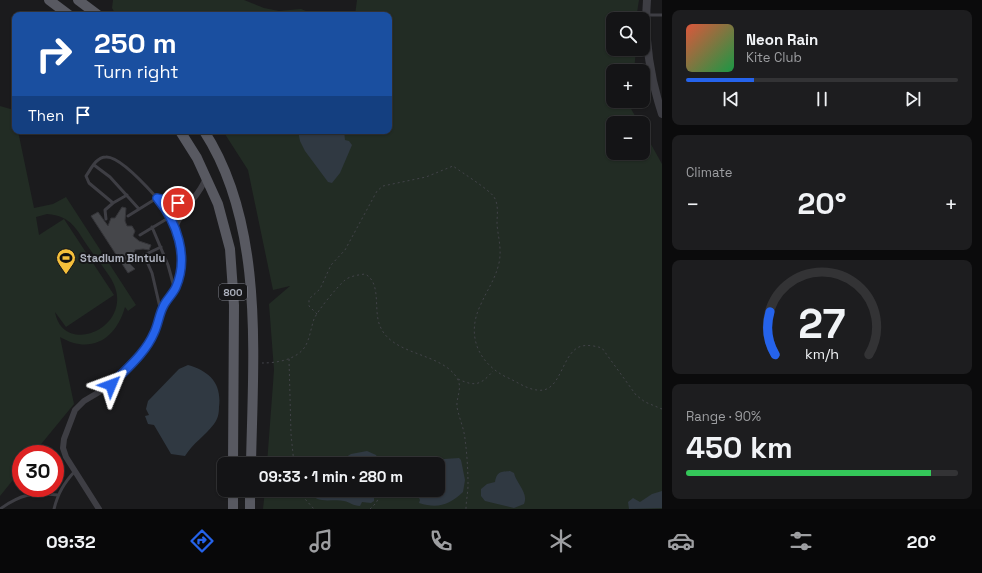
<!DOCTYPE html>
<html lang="en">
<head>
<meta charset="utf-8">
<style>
  body { margin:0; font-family:"Space Grotesk",sans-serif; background:#1d1d1f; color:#f1f3f6; height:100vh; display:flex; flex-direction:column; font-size:15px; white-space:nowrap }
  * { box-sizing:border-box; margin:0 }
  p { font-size:13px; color:#9d9ea1 }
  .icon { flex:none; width:22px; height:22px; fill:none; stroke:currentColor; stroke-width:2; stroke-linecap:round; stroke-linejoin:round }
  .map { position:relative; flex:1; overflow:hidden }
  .sheet { display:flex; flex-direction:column; gap:10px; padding:10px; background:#0b0b0c; width:320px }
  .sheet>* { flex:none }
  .guide { position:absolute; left:12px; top:12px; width:380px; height:122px; border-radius:8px; box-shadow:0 1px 3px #0004,0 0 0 1px #333335; background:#1a4fa0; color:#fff; overflow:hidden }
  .controls { position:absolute; left:606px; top:12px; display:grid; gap:8px }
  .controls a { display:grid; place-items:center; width:44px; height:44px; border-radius:8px; background:#141416; box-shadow:0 1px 3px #0004,0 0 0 1px #333335; font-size:20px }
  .speed { position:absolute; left:12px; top:445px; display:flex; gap:8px; font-size:20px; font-weight:700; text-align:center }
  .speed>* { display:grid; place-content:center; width:52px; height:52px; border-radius:50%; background:#141416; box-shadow:0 1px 3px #0004,0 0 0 1px #333335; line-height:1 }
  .speed .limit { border:6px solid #d22; background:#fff; color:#111 }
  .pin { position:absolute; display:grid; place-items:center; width:34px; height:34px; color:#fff; margin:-17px; border:2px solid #fff; border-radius:50%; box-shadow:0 1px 4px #0007 }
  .me { position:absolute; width:44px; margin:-22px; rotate:46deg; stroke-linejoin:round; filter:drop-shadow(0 0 3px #0008) }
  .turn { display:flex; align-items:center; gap:14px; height:84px; padding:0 16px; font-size:18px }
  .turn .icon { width:52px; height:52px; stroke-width:2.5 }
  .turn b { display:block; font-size:28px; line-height:34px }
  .then { display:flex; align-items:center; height:38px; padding:0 16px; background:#0003; gap:8px; font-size:15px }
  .big { font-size:30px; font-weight:600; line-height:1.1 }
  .sheet .widget { flex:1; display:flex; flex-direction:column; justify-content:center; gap:6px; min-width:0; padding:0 14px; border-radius:8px; background:#1d1d1f }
  .sheet .dial { align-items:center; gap:0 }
  .dial svg { height:104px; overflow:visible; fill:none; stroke:#333335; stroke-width:7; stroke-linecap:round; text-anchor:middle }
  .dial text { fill:#f1f3f6; stroke:none }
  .song { display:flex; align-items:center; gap:12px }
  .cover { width:48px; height:48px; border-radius:6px; background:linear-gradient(135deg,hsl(10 70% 55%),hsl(140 70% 35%)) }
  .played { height:4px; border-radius:2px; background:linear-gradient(90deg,#2563eb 25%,#333335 25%) }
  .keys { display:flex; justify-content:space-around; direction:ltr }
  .heat { display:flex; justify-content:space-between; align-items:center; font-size:22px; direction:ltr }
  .charge { height:6px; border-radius:3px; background:linear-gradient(90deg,#34c759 90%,#333335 0) }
  .trip { position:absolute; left:217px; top:457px; width:228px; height:40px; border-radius:8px; background:#141416; box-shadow:0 1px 3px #0004,0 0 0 1px #333335; font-weight:600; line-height:40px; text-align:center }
  .menu { display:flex; height:64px; justify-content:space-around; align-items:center; background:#080809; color:#9d9ea1 }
  .menu .icon { width:28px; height:28px }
  .menu .current { color:#2563eb }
  .menu b { font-size:18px; color:#f1f3f6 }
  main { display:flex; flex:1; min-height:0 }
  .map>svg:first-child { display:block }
  .green { fill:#222c24; fill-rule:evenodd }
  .water { fill:#303942 }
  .building { fill:#45464a; stroke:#353539 }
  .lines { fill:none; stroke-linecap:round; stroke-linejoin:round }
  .path { stroke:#424349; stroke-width:1; stroke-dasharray:2 3; stroke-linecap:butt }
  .service { stroke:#3e3e44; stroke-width:3 }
  .minor { stroke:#3e3e44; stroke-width:6 }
  .tertiary { stroke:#3e3e44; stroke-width:8 }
  .primary { stroke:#585961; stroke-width:10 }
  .route-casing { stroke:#184099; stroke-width:10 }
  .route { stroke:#2563eb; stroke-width:7 }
  .labels { text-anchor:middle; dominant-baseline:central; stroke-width:4; stroke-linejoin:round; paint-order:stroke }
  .shield { fill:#161618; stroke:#80828c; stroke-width:1 }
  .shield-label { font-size:10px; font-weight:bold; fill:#adb1bd }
  .poi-label { font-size:11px; font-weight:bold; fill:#adb1bd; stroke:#161618; text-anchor:start }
</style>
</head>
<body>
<main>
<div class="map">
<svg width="662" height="509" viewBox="0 0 662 509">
  <rect width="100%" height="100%" fill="#1b1b1d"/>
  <path class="green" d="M113,0H244L264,8L279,11L301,9L316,15H116L112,8Z
    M357,0H639L636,19H613V49H636L634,71H613V101H631L630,107L639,123H613V153H643V130L662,164V509H263L265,490H438V464H267L274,370L269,304L290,286L273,290L248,170L223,131H389V15H355Z
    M0,106L14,110L15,131H18L34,208L53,204L66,197L136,305L128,311L125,307C116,339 91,355 60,337L74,404L33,454H21V470L0,496ZM47,214C72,216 76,229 89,248C96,259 111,275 115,287C130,330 63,356 55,312L66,327L114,295L64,219L39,235L36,217Z"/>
  <path class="water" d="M298,131H344L345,140L349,141L352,145L340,173L332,183L328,182L305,151L300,141Z
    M188,365C209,371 222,383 219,407C219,413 218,419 214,424C205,436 193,443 185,456L171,454L154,425L148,424L145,416L149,415L146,409L148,401L179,369Z
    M367,451L376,455L381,464H308L310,458L343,459L351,454Z
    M459,458L461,460L465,480L463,492C449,505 438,509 419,503L420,500L415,490H438V464H420L429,460Z
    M510,471L514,473C516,483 529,493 524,504L514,508L485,501L481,496V489L487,484L495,482C497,471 501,472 510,471Z
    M310,490H379L374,497V501L371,503L362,502L360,506C353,506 350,502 344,501C333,498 315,506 310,490Z
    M662,491V508L629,509L628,502L633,498L640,502L652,494Z"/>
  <path class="building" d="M122,207L126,208L125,221L127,226H132L135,231L133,236L139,241L151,245L149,250L143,249L135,250L134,253L125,254L130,264L135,269L128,273L91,216L98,212L108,226L111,218H115Z"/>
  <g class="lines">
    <path class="path" d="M317,314L309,306V299L320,289L331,265L345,250L377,191L383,186L426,177L453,166C461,172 490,190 494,197C499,205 497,215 497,224C498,237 502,249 499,263C495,280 488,288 481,304C466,334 477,362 506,377C516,381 526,389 537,390C561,394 561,355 579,347C586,344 595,346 602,348L636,395L645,402L662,409
      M289,359L291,434L294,464
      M262,363C276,363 298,360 306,345C310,337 311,328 314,319C318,310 337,287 345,280C350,276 358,275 365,274C382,283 373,310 380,326C392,356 441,352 457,378C463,388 456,397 457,407C459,418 464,428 465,439C467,454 468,470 468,485C468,493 466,501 466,509
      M458,379C475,387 481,385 493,371
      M404,464L405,463
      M302,490L305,499L314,509
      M370,509L376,503L383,490"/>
    <path class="service" d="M648,15H662
      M94,165L110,177L139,209
      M127,195L113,203L89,183L86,176C91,169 96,157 106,157C120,156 148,188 157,198L128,216
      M106,219L105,210L113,203
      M152,227L168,265L174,287
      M140,235L170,217
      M132,262L144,255
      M161,312L152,273L144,255L161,247
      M0,509C21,494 33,492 58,495
      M54,509C58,493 64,483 75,471"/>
    <path class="minor" d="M157,198L187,204
      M175,228C183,205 198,199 206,178
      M99,509L66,457L63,448L64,439L75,410L84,401L111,385L135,361L154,334L165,303L177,285L182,266V255L170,217L157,198"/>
    <path class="tertiary" d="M647,0C644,39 650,77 662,114"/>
    <path class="primary" d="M49,0L69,15
      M78,0L98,15
      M180,131L197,158L218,204L230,249L234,305L233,464
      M204,131C265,225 253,357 251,464
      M233,509V490
      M250,509V490"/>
  </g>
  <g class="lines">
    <g class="route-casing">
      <path id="route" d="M111,385C126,369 145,354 154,333C158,325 159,315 163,307C166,300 173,294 176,287C189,257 177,222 157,198L178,203"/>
    </g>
    <use href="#route" class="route"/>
  </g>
  <defs>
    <g id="stadium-pin" transform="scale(1)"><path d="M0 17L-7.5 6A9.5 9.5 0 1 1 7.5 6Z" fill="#f4bf3b" stroke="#161618"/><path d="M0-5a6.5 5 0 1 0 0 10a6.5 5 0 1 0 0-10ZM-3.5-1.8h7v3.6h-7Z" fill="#111"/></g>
  </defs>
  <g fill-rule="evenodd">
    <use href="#stadium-pin" x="66" y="258"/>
  </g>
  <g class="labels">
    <rect class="shield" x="219" y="284" width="28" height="16" rx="3"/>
    <g class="shield-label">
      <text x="233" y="292">800</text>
    </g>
    <g class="poi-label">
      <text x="80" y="258">Stadium Bintulu</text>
    </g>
  </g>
</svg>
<div class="controls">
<a><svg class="icon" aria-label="search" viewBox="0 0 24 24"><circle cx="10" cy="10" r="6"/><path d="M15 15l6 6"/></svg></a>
<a>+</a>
<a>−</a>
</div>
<div class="speed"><div class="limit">30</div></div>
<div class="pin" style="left:178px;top:203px;background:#d93025"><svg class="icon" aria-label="arrive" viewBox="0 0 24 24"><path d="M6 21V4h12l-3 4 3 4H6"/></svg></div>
<svg class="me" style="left:111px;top:385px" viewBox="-20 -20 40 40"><path d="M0-17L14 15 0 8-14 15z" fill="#2563eb" stroke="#fff" stroke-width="4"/></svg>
<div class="trip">09:33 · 1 min · 280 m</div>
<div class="guide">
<div class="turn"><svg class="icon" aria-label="right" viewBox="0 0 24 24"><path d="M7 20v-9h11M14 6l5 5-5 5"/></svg><div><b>250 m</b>Turn right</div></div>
<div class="then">Then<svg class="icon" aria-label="arrive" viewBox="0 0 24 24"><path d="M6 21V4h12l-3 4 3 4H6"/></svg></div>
</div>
</div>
<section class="sheet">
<div class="widget">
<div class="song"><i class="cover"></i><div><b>Neon Rain</b><p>Kite Club</p></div></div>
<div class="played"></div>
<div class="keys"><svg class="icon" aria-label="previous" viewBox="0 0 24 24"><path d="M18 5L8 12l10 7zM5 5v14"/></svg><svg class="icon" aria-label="pause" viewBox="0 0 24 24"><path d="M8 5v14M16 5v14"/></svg><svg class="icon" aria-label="next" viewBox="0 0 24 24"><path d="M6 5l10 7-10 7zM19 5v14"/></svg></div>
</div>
<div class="widget"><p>Climate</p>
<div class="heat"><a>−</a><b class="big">20°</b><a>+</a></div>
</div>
<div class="widget dial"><svg viewBox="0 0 100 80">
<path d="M14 69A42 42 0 1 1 86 69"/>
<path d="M14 69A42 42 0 0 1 10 36" stroke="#2563eb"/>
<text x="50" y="56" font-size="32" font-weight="700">27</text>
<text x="50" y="72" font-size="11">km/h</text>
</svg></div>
<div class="widget"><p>Range · 90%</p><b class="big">450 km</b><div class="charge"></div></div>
</section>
</main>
<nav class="menu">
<b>09:32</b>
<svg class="icon current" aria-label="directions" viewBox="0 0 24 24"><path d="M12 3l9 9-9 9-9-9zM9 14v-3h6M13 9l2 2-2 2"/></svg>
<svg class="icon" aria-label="music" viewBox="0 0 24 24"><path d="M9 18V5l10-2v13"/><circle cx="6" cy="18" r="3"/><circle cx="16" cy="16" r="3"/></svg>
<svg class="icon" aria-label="phone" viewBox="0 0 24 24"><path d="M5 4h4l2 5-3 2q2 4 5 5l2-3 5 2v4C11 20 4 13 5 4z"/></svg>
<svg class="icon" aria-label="climate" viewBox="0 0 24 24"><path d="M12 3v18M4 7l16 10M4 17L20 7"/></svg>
<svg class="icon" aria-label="car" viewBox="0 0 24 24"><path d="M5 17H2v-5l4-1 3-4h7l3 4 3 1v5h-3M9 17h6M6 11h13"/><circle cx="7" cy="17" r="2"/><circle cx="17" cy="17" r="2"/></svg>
<svg class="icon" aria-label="filters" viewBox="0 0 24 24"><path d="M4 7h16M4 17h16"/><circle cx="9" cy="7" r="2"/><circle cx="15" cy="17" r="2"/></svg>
<b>20°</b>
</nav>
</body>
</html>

---------------

REQUIRED ACTION »
Work out how many lines of the data above hold the word "solid", and write only the count.

FINISHED EXERCISE »
2